Find a mentor, teacher, masterful coach. This coach must be an excellent teacher and excellent his his craft.
The student must perform purposeful (deliberate) practice.
Must have a specific goal. Must learn one specific capability or technique at a time. You typically work on one small aspect of the skill when you practice.
The practice is focused, students must give it their full attention.
Immediate, specific feedback on how the student is doing is vital.
Must leave your comfort zone. If students aren’t pushing themselves beyond what is comfortable and familiar, they will not advance.
It’s for skills that other people have already figured out how to do and for which effective training techniques exist.
Most often the practice is solo practice.
The student requires a long time to get good. 10,000 hours as made famous by Malcolm Gladwell is not specifically required. You can get good with less than that, and you can continue to hone your skill well beyond this.
Specialized mental representations are highly complex and sophisticated representations of the perfect technique.
NLP has a saying, the map is not the territory. Your map is your mental representation of the world. You can also have a map of how to perform your craft. That map is only accurate when you are an expert in your field. If you do something perfectly correct, your map is perfectly accurate. Many hours are spent using deliberate practice to train your brain (and muscle memory) to align your map with reality.
Focus feedback and fix it the 3 f’s.
You must Focus intensely during your practice if you want to make it deliberate practice. You get feedback as to how you performed and what went wrong. Fix mistakes and repeat the process.
Forget it is another F used (not specifically) when you make a mistake that you regret. Buy the wrong stock, say the wrong thing, we all do it. Forgive yourself and forget it (F- Forgive and F-Forget are synonymous) meant to prevent you from negative self talk and self-punishment, which can only set you back and is counter-productive.
Practice doesn’t make perfect, it makes permanent. Perfect practice makes perfect. Don’t try harder, try different. The author uses doctors as an example. Many doctors don’t get better over time, often they get worse. The required element to get better is feedback, which most doctors don’t get. Once the patient is treated, they leave most likely to not return for the same problem.

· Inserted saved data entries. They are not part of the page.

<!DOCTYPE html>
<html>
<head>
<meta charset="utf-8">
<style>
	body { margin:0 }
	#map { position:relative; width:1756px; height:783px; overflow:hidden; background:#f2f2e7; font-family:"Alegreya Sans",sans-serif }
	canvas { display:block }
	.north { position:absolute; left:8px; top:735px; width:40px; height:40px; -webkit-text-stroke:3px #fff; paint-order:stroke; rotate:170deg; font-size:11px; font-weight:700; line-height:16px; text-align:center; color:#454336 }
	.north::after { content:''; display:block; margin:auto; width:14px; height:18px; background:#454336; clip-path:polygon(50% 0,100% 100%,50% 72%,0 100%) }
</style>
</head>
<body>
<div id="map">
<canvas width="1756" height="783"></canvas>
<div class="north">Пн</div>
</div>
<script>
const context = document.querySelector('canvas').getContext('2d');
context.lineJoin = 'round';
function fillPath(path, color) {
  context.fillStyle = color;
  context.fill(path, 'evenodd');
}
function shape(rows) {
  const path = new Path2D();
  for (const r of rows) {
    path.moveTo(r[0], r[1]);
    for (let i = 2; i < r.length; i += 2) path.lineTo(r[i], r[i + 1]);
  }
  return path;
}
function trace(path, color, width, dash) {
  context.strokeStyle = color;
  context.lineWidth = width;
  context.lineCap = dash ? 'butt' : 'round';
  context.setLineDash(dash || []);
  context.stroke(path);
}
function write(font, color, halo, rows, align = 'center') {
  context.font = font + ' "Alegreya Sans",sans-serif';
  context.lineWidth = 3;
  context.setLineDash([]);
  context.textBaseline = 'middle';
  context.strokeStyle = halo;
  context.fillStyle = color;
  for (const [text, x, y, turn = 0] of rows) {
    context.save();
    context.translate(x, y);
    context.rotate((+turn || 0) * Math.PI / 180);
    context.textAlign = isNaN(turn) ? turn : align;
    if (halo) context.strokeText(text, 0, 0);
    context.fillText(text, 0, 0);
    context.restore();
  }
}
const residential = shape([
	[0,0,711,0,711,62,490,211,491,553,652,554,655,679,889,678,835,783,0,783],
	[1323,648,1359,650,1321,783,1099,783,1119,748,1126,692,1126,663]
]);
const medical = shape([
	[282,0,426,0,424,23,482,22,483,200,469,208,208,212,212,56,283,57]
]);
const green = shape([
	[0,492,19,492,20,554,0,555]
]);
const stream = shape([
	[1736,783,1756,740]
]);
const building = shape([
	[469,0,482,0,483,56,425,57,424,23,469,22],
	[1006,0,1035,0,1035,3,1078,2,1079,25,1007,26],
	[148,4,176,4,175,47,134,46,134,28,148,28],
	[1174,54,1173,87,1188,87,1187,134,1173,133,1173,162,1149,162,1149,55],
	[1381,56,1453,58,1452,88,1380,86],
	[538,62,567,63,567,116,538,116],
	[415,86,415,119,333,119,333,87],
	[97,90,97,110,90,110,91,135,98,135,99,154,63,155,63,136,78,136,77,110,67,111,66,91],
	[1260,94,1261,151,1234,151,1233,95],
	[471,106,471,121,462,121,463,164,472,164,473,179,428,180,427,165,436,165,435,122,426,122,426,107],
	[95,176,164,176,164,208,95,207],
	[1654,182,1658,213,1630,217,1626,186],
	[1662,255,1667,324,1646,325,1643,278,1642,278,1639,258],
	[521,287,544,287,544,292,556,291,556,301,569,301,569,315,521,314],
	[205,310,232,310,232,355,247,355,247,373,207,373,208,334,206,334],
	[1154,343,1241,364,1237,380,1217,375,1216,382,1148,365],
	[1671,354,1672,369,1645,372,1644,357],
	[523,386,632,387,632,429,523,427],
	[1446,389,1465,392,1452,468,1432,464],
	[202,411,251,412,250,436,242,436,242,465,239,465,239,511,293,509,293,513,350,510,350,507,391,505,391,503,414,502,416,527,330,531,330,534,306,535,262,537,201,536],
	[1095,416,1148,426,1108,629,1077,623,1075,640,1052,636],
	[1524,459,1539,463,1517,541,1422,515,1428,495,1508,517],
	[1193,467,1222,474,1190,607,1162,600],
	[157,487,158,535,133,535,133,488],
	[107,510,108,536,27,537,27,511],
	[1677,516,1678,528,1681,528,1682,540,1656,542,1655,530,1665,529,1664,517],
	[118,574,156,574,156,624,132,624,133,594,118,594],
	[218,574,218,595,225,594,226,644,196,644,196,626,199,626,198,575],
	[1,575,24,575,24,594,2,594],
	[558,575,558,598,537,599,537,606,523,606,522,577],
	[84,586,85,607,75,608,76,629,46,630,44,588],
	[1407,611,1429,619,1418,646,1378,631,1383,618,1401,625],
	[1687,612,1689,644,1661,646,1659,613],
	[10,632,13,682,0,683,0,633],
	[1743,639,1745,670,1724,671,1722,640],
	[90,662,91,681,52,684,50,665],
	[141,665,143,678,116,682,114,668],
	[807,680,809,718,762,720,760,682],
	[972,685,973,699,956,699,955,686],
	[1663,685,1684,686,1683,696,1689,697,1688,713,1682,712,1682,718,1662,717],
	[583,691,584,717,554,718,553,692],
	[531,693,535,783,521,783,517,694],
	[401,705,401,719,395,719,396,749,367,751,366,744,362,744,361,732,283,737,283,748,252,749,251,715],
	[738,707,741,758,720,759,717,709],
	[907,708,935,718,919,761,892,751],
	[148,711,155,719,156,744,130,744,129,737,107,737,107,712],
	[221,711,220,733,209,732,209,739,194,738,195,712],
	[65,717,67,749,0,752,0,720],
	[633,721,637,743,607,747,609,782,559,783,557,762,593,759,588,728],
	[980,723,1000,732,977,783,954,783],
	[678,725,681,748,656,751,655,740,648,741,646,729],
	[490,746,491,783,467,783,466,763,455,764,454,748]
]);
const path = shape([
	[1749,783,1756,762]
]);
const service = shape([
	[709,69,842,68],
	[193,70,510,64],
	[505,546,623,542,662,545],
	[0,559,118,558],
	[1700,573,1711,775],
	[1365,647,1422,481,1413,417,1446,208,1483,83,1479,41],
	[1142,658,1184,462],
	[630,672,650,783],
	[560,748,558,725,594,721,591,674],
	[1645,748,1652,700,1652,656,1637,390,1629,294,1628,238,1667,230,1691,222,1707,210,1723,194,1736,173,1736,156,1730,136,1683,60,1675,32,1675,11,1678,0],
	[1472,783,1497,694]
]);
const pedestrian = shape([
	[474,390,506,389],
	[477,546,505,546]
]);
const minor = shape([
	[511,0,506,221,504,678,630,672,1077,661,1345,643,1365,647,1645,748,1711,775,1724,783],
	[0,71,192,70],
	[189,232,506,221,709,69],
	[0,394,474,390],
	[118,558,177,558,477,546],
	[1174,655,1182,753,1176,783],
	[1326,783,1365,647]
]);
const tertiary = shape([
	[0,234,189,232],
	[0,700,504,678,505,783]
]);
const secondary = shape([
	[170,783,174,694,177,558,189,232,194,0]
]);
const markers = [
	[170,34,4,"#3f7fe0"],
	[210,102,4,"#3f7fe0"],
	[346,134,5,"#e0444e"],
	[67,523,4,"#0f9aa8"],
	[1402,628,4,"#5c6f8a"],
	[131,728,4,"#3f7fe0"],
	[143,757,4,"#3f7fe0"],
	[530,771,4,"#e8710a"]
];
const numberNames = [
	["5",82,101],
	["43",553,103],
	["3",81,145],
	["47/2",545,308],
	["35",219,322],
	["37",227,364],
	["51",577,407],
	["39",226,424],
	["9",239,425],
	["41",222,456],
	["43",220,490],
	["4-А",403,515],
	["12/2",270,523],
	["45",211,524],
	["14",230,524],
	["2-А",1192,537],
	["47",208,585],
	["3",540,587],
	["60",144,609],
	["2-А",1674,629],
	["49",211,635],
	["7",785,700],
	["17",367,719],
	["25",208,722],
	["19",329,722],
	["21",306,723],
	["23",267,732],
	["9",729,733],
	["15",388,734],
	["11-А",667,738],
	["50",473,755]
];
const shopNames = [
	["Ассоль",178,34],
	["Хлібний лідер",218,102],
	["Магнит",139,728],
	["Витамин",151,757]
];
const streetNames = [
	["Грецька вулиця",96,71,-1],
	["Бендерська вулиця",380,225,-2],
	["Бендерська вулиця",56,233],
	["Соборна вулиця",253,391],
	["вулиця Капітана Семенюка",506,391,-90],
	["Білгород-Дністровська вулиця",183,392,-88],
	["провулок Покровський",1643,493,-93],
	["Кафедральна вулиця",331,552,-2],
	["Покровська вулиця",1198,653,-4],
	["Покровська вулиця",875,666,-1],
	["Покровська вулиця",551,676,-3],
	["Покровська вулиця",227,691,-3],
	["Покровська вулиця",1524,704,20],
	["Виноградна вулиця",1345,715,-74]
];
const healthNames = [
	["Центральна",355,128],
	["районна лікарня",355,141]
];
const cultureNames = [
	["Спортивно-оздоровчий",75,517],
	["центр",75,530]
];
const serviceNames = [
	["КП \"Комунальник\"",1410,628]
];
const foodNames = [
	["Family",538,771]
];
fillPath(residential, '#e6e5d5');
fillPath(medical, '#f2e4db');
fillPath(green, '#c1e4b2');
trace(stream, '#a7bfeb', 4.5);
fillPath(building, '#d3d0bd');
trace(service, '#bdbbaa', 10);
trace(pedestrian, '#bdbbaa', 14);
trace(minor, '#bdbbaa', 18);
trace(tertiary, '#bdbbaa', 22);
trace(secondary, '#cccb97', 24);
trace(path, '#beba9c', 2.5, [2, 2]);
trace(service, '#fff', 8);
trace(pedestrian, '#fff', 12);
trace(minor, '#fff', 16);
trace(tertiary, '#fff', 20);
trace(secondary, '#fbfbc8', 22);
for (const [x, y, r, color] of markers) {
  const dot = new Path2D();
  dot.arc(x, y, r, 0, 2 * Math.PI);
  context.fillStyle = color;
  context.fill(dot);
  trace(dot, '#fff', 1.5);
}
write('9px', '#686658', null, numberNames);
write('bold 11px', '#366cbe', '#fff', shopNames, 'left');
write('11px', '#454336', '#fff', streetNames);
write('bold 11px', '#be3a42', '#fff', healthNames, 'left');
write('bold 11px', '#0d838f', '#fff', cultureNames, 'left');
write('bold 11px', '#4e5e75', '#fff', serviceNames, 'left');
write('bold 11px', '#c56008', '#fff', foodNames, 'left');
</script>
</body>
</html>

It’s About Doing, Not Knowing. Many people get stuck in analysis paralysis – research it forever and never do. Reading about swimming is not the same as practicing swimming and timing your laps.
The ability to push forward with many hours of hard work isn’t based on fun or willpower. Willpower is limited in capacity. Fun is what you have when doing something casually.
Success leads to motivation that encourages the person to keep working towards their goal. In addition to success (achieving progress), motivation includes drive, grit, and personality disposition.
The key to helping a young person become world class is to teach them to motivate themselves. In the beginning the coach does most of the work, but the student must eventually become self-driven. Examples are Tiger Woods, Mozart, Serena and Venus Williams.